Isolation Levels and Problems
Isolation Level | Dirty Read | Lost Updates | Non-Repeatable Read | Phantom Read |
---|---|---|---|---|
Read Uncommitted | Possible | Possible | Possible | Possible |
Read Committed | Not Possible | Possible | Possible | Possible |
Repeatable Read | Not Possible | Not Possible | Not Possible | Possible |
Serializable | Not Possible | Not Possible | Not Possible | Not Possible |
Locking Notes
- All commercial RDBMSs must implement safe locking.
- The challenge is to preserve speed of response.
- Developers should:
- Minimize lock contention by keeping transactions short.
- Avoid explicit locking unless necessary.

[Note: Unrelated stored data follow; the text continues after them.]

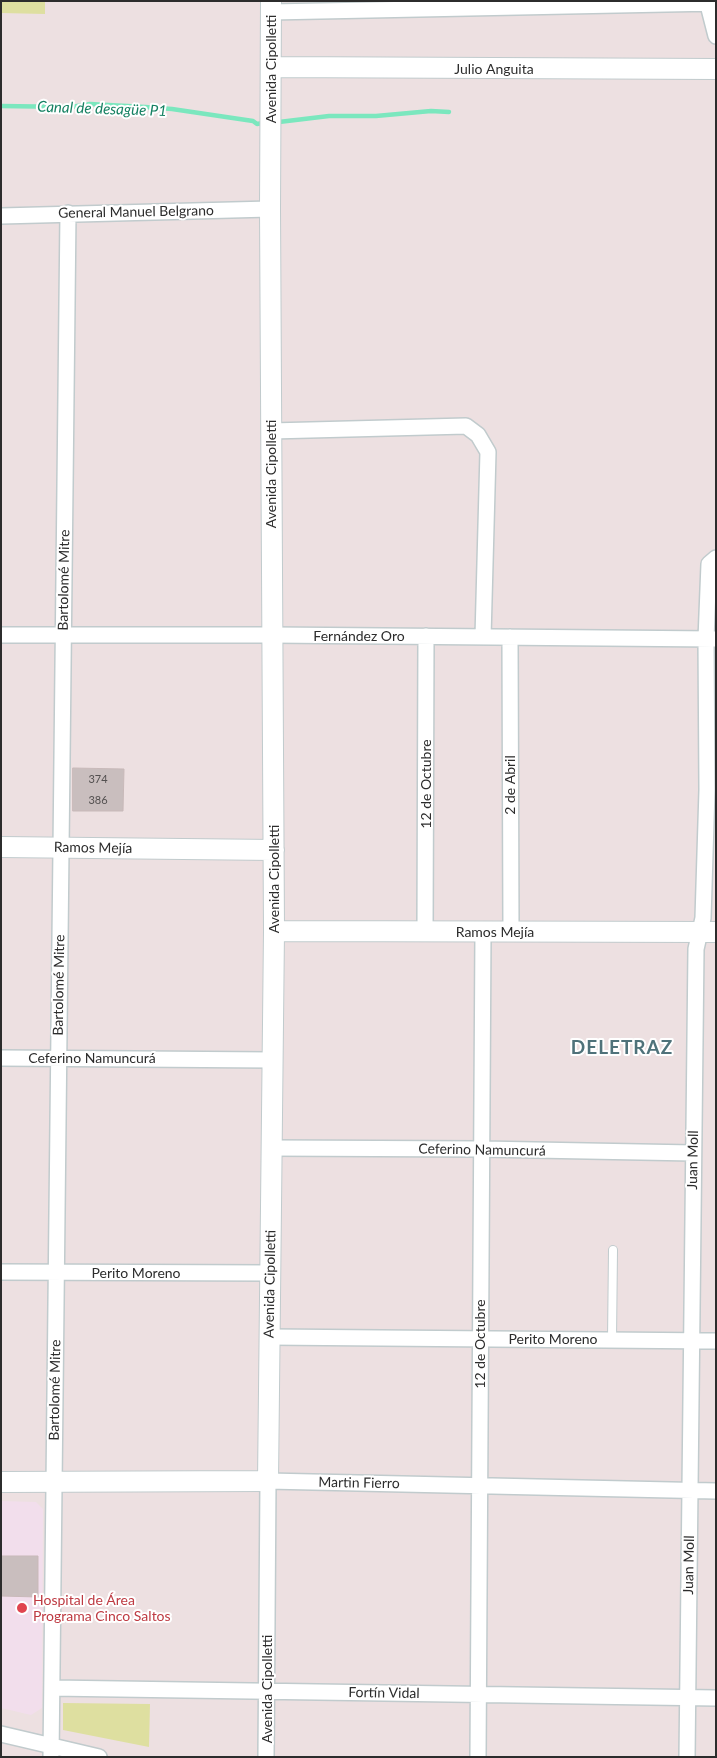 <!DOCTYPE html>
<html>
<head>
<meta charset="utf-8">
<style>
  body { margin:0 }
  #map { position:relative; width:717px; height:1758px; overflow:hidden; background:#ede0e1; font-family:Lato,sans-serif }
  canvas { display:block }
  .frame { position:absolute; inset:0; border:2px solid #2c2c2c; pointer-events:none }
</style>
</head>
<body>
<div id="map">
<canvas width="717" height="1758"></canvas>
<div class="frame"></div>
</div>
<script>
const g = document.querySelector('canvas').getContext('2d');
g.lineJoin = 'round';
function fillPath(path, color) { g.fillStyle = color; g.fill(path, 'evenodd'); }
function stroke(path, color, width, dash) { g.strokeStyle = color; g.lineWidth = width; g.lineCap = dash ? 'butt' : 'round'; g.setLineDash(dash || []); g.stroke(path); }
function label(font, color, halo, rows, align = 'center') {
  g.font = font + ' Lato,sans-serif'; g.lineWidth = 4; g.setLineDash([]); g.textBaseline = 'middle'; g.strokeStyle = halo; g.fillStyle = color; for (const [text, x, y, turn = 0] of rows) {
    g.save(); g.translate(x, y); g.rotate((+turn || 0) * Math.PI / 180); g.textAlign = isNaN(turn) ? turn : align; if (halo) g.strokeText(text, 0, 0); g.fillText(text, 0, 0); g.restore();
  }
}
const medical = new Path2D(`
  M 1,1501 L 36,1502 L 43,1509 L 42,1708 L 31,1715 L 1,1708 Z`);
const green = new Path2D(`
  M 1,1 L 45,1 L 45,14 L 1,13 Z
  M 63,1703 L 150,1704 L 149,1747 L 63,1730 Z`);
const stream = new Path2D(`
  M 1,106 L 71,107 L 90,104 L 145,107 L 172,109 L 253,121 L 257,124 L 263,123
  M 279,122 L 329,116 L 376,116 L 431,111 L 449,112`);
const building = new Path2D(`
  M 73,768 L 124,769 L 123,811 L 73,811 Z
  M 1,1556 L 38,1556 L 38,1597 L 1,1596 Z`);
const lane = new Path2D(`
  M 612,1340 L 613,1250`);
const street = new Path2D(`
  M 707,1 L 716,36
  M 271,12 L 716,3
  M 1,216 L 270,209
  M 271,431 L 466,426 L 478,435 L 488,452 L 483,637
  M 1,635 L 272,635 L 715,639
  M 510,637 L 511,932
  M 425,932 L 426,636
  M 1,1058 L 272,1060
  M 271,1148 L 482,1149 L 693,1153
  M 1,1272 L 270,1273
  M 270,1337 L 716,1341
  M 52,1688 L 716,1698
  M 1,1734 L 99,1757
  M 51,1757 L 68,213
  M 266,1757 L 268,1481 L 716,1491
  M 478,1757 L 483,932
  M 687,1757 L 696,949 L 703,918 L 707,790 L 706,639 L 709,564 L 716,558`);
const secondary = new Path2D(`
  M 271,67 L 716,69
  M 1,847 L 274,850
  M 274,931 L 716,932
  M 1,1482 L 268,1481 L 274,931 L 270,209 L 271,1`);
const markers = [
  [22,1608,6,"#e0444e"]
];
const numberNames = [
  ["374",98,779],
  ["386",98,800]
];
const streetNames = [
  ["Avenida Cipolletti",271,69,-90],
  ["Julio Anguita",494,69],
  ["General Manuel Belgrano",136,212,-1],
  ["Avenida Cipolletti",271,474,-90],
  ["Bartolomé Mitre",64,580,-89],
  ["Fernández Oro",359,636],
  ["12 de Octubre",426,784,-90],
  ["2 de Abril",510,785,-90],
  ["Ramos Mejía",93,848,1],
  ["Avenida Cipolletti",274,879,-90],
  ["Ramos Mejía",495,932],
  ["Bartolomé Mitre",59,985,-89],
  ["Ceferino Namuncurá",92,1058],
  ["Ceferino Namuncurá",482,1150,1],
  ["Juan Moll",693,1160,-89],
  ["Perito Moreno",136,1273],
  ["Avenida Cipolletti",270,1284,-89],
  ["Perito Moreno",553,1339],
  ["12 de Octubre",480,1344,-90],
  ["Bartolomé Mitre",55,1390,-89],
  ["Martin Fierro",359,1483,1],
  ["Juan Moll",689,1565,-89],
  ["Avenida Cipolletti",267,1689,-90],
  ["Fortín Vidal",384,1693,1]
];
const healthNames = [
  ["Hospital de Área",33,1600],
  ["Programa Cinco Saltos",33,1616]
];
const waterNames = [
  ["Canal de desagüe P1",102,109,2]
];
const districtNames = [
  ["DELETRAZ",622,1048]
];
fillPath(medical, '#f2deec');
fillPath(green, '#dedfa0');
stroke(stream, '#7be7be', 4.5);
fillPath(building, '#c9bebe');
stroke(building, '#c8b9b9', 1);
stroke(lane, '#c1cbcd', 10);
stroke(street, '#c1cbcd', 18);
stroke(secondary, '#c1cbcd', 22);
stroke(lane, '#fff', 8);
stroke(street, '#fff', 15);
stroke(secondary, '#fff', 20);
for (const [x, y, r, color] of markers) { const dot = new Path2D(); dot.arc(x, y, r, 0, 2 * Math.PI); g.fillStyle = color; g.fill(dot); stroke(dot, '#fff', 2); }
label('11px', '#535050', null, numberNames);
label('14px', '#2c2c2c', '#fff', streetNames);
label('14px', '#be3a42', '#fff', healthNames, 'left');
label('italic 15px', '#168162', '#fff', waterNames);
g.letterSpacing = '1px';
label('bold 19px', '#4f727a', '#fff', districtNames);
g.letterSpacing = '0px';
</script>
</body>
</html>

- Avoid deadlocks by accessing tables in the same order.
Summary
- Concurrency allows many users to work on the same data.
- However, concurrency can cause consistency problems such as dirty reads, lost updates, non-repeatable reads, and phantom reads.
- ANSI/SQL isolation levels in transactions aim to avoid these consistency problems.
- Locks can be used to prevent readers and writers from blocking each other, but locks can still introduce deadlocks.